Assignment. The expected response is a copy of every line in the entries below that includes the word "margin".

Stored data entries
● ● ● ● ●

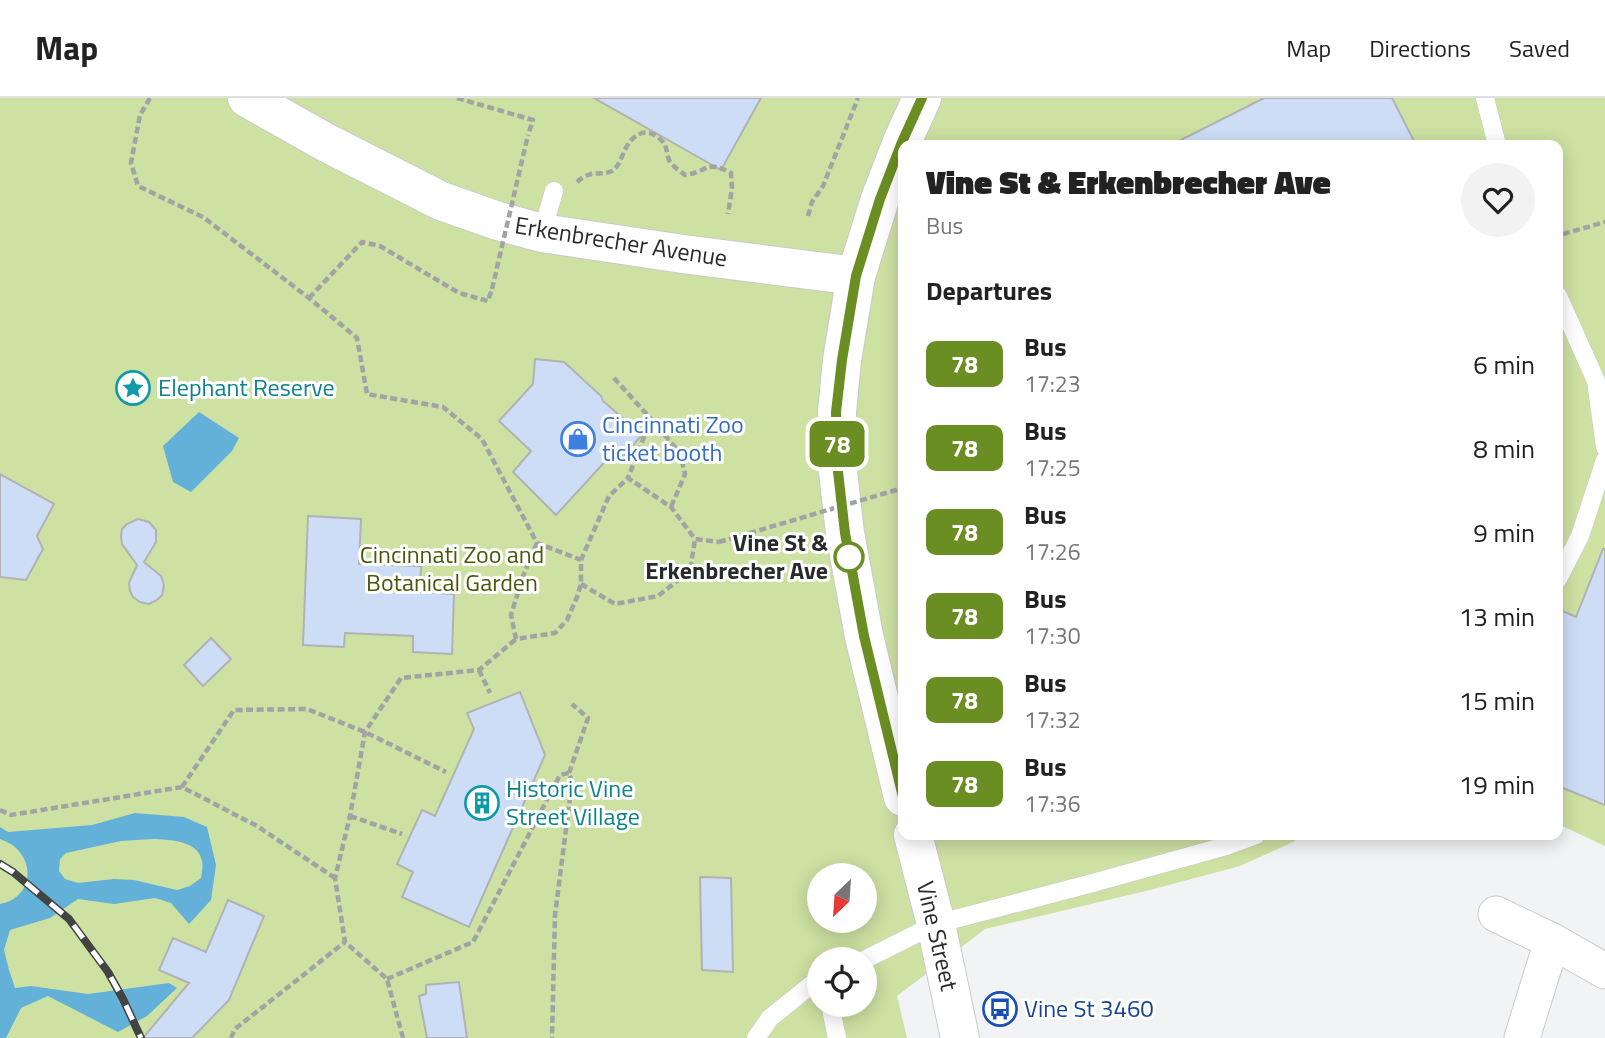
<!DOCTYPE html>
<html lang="en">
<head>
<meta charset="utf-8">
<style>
  :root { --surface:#fff; --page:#f2f2f2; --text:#222; --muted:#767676; --line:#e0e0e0 }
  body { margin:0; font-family:"Titillium Web",sans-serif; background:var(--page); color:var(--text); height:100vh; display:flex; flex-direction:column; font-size:26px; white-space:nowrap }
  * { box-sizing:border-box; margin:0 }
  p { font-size:23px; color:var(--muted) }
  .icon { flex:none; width:38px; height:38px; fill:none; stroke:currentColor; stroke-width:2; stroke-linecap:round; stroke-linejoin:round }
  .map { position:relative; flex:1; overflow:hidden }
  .panel { position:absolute; left:898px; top:42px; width:665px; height:700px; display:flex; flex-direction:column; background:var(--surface); border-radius:14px; box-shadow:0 4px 18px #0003 }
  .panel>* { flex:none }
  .badge { padding:0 14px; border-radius:10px; font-size:24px; line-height:46px }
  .needle { width:46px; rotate:205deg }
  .buttons { position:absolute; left:807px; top:765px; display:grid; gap:14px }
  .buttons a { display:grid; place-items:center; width:70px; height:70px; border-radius:50%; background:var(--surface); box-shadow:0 4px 18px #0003; font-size:35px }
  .map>.badge { position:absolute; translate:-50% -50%; box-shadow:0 0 0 4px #fff }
  h2 { padding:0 28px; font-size:26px; line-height:63px }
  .round { display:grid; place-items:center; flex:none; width:74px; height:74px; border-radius:37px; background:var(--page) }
  .overview { display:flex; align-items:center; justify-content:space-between; height:119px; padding:0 28px }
  h1 { font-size:33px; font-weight:800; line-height:52px }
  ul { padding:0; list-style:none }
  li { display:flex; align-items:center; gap:21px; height:84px; padding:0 28px }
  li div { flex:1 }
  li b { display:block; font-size:26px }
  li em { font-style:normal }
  li .badge { min-width:77px; font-weight:700; text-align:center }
  header { display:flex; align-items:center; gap:42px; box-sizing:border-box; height:98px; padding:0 35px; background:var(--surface); border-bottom:2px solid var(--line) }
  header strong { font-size:33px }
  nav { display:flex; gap:38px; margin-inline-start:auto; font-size:24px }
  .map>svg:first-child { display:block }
</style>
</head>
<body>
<header>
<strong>Map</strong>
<nav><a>Map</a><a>Directions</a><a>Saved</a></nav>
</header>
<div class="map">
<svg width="1605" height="940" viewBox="0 0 1605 940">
  <rect width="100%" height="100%" fill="#f2f3f5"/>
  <path fill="#cde1a2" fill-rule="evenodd" d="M 0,0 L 1605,0 L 1605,748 L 1558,726 L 1558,47 L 903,47 L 903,737 L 1303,737 L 1293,744 L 1240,768 L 1150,792 L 985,831 L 897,898 L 907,940 L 0,940 ZM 819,777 L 864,777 L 864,822 L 819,822 ZM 819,861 L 864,861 L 864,906 L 819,906 Z"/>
  <g fill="#63b1d8" fill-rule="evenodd">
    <polygon points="199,314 239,340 232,353 191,394 173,384 163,348"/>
    <path d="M 135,715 L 184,719 L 207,729 L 216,767 L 211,802 L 189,826 L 171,805 L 155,800 L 114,806 L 78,801 L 50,820 L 10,832 L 4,852 L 9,872 L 15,890 L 31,888 L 88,896 L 169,885 L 177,890 L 147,918 L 118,934 L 48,898 L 21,910 L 6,940 L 0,940 L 0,806 C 29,801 37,769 15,749 C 12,746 5,743 0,741 L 0,729 L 8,734 L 92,727 ZM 153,741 C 170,742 198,742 202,763 C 203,768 202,775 201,780 L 190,788 L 177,792 L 134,782 L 114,781 L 78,785 L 65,781 L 59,773 L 60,761 L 66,755 L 121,743 Z"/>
  </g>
  <g fill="#ceddf6" stroke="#b1b2b4" stroke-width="2">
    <polygon points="594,0 761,0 721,72"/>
    <polygon points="1264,0 1392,0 1416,47 1171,47"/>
    <polygon points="535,261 564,264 601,298 603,303 642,337 619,363 612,356 556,417 513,374 531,353 499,323 533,286"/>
    <polygon points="0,376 54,406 37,438 43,451 26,482 0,479"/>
    <polygon points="308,418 361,421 359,466 421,468 420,494 454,496 452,556 413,554 413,538 345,535 344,549 303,547"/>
    <polygon points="138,421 149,424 156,432 156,444 144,464 161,478 164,487 162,497 157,502 149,506 140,504 133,499 130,493 129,485 137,467 122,446 121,439 122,431 127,426"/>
    <polygon points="1603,451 1605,451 1605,707 1558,688 1558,511 1576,519"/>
    <polygon points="211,540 231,561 203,588 184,567"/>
    <polygon points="520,594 545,657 469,829 402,799 413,774 397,766 422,712 435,718 474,631 467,615"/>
    <polygon points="700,779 731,780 733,874 702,872"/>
    <polygon points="228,802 264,818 229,902 192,940 143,940 189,885 159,872 173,840 206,854"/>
    <polygon points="459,884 467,940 427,940 419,898 426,896 426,887"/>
  </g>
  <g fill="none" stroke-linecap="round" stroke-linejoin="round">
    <g stroke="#c9cacb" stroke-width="19">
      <g id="lane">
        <polyline points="1485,0 1497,47"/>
        <polyline points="542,135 554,93"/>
        <polyline points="1558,198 1596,283 1605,349"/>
        <polyline points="1558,481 1580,438 1605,362"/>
        <polyline points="864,862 936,826 1089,786 1226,748 1256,737"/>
        <polyline points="830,906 837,940"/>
        <polyline points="756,940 770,920 811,887 819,883"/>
      </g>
    </g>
    <g stroke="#c9cacb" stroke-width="37">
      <g id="street">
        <polyline points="1496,816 1552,843 1605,873"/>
        <polyline points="1522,940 1552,843"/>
      </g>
    </g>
    <g stroke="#c9cacb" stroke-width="40">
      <g id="secondary">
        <polyline points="247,0 325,44 441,103 498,123 542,135 683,156 856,178"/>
        <polyline points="903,699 864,538 845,435 837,365 837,314 842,262 856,178 880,101 902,44 922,0"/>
        <polyline points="913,737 936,826 960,940"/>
      </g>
    </g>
    <g stroke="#a2a3a5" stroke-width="4.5" stroke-dasharray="7 3.5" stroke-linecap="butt">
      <polyline points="150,0 140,17 131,65 138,88 203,119 309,200 357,240 367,296 443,309 482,341 537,445 581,462"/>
      <polyline points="457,0 533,22 528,37"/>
      <path d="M 577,84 C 593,70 599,79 612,73 C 624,66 622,42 642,35 C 649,33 656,37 661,42 C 668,48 666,55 669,62 C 672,68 680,73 685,77 C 708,74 706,61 731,75 L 732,90 L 728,116"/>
      <polyline points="808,118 812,104 823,88 858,0"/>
      <polyline points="1563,136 1605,124"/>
      <polyline points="309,200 362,144 380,148 459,195 488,203 492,191"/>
      <polyline points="614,280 651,321 628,380"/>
      <polyline points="651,321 680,355 685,376 671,409"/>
      <polyline points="537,445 523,478 511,517 516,541 555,535 567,522 577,499 581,486 581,462 609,398 628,380 671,409 695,441 719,444"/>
      <polyline points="581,486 615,506 658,498 690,473 695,441"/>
      <polyline points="479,572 490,595"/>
      <polyline points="569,675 588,620 572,606"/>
      <polyline points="182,689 234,612 307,611 365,634 446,674"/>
      <polyline points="0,712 11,717 182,689 257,728 335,780"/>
      <polyline points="350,718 402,736"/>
      <polyline points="387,881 473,844 560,677 569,675 572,684 555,817 552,940"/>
      <polyline points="231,940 235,931 345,844"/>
      <polyline points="403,940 387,881 345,844 335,780 350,718 365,634 401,580 479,572 516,541"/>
    </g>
    <use href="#lane" stroke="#fff" stroke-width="18"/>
    <use href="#street" stroke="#fff" stroke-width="35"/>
    <use href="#secondary" stroke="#fff" stroke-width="38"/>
    <g stroke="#424343" stroke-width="8">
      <polyline id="rail" points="0,766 13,774 69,821 108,874 123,901 141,940"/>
    </g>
    <use href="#rail" stroke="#fff" stroke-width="5" stroke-dasharray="16" stroke-linecap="butt"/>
    <g stroke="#a2a3a5" stroke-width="4.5" stroke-dasharray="7 3.5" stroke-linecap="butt">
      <polyline points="492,191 528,37"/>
      <polyline points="719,444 903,390"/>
    </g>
  </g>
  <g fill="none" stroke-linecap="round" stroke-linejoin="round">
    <g stroke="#fff" stroke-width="16">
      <polyline id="line" points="903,699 864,538 845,435 837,365 836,314 842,262 856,178 880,101 902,44 922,0"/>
    </g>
    <use href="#line" stroke="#6b8e23" stroke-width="10"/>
  </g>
  <defs>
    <g id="sight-ring" transform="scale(1.75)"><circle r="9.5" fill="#fff" stroke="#0f9aa8" stroke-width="1.5"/><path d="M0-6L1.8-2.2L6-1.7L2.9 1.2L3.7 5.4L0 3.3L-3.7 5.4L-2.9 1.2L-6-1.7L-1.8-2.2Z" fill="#0f9aa8"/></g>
    <g id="shop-ring" transform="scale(1.75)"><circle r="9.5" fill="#fff" stroke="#3f7fe0" stroke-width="1.5"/><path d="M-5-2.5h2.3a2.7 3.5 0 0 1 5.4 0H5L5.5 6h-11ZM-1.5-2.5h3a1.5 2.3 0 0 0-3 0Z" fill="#3f7fe0"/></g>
    <g id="building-ring" transform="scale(1.75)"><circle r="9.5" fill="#fff" stroke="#0f9aa8" stroke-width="1.5"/><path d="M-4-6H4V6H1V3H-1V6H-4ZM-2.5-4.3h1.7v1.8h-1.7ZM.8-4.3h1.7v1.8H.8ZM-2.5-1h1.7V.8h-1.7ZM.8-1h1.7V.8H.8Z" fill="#0f9aa8"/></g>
    <g id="bus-ring" transform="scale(1.75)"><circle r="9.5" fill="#fff" stroke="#1a4fb4" stroke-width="1.5"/><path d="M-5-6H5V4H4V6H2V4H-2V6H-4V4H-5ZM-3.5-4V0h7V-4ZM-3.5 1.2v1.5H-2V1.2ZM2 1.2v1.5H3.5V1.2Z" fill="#1a4fb4"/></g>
  </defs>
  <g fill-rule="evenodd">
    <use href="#sight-ring" x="133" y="290"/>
    <use href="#shop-ring" x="578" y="341"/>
    <use href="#building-ring" x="482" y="705"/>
    <use href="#bus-ring" x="1000" y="911"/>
  </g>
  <circle fill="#fff" stroke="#6b8e23" stroke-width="3.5" cx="849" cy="459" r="14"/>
  <g text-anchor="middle" stroke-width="6" stroke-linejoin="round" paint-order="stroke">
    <g font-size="24" fill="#292a2a" stroke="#fff">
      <text transform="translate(621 144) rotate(9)" y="8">Erkenbrecher Avenue</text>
      <text transform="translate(937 838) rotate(77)" y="8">Vine Street</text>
    </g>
    <g font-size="24" fill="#0d838f" stroke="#fff" text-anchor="start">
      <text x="158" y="298">Elephant Reserve</text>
      <text x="506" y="699">Historic Vine<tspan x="506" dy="28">Street Village</tspan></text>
    </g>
    <g font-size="24" fill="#366cbe" stroke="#fff" text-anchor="start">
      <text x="602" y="335">Cincinnati Zoo<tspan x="602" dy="28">ticket booth</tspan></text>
    </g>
    <g font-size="24" font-weight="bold" fill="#292a2a" stroke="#fff" text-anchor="end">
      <text x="828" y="453">Vine St &amp;<tspan x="828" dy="28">Erkenbrecher Ave</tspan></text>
    </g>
    <g font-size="24" fill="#48590a" stroke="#fff">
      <text x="452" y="465">Cincinnati Zoo and<tspan x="452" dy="28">Botanical Garden</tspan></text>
    </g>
    <g font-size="24" fill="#164399" stroke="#fff" text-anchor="start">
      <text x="1024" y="919">Vine St 3460</text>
    </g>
  </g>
</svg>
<div class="buttons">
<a><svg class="needle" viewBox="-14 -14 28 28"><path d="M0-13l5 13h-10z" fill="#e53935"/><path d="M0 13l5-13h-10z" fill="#767676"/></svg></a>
<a><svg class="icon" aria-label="locate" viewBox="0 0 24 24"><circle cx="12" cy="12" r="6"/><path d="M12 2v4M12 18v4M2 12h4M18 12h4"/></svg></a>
</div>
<b class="badge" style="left:837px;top:346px;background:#6b8e23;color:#fff">78</b>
<section class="panel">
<div class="overview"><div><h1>Vine St &amp; Erkenbrecher Ave</h1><p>Bus</p></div><a class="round"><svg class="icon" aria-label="heart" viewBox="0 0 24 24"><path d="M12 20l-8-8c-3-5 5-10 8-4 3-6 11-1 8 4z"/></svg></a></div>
<h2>Departures</h2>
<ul>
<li><span class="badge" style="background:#6b8e23;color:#fff">78</span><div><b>Bus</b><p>17:23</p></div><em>6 min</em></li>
<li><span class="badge" style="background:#6b8e23;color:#fff">78</span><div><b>Bus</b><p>17:25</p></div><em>8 min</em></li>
<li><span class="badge" style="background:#6b8e23;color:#fff">78</span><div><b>Bus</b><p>17:26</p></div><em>9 min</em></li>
<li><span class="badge" style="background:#6b8e23;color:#fff">78</span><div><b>Bus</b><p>17:30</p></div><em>13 min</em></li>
<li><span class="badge" style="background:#6b8e23;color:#fff">78</span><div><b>Bus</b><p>17:32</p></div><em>15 min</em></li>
<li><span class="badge" style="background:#6b8e23;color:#fff">78</span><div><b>Bus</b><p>17:36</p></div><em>19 min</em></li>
</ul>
</section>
</div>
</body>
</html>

● ● ● ● ●

Reply to the task.
  body { margin:0; font-family:"Titillium Web",sans-serif; background:var(--page); color:var(--text); height:100vh; display:flex; flex-direction:column; font-size:26px; white-space:nowrap }
  * { box-sizing:border-box; margin:0 }
  nav { display:flex; gap:38px; margin-inline-start:auto; font-size:24px }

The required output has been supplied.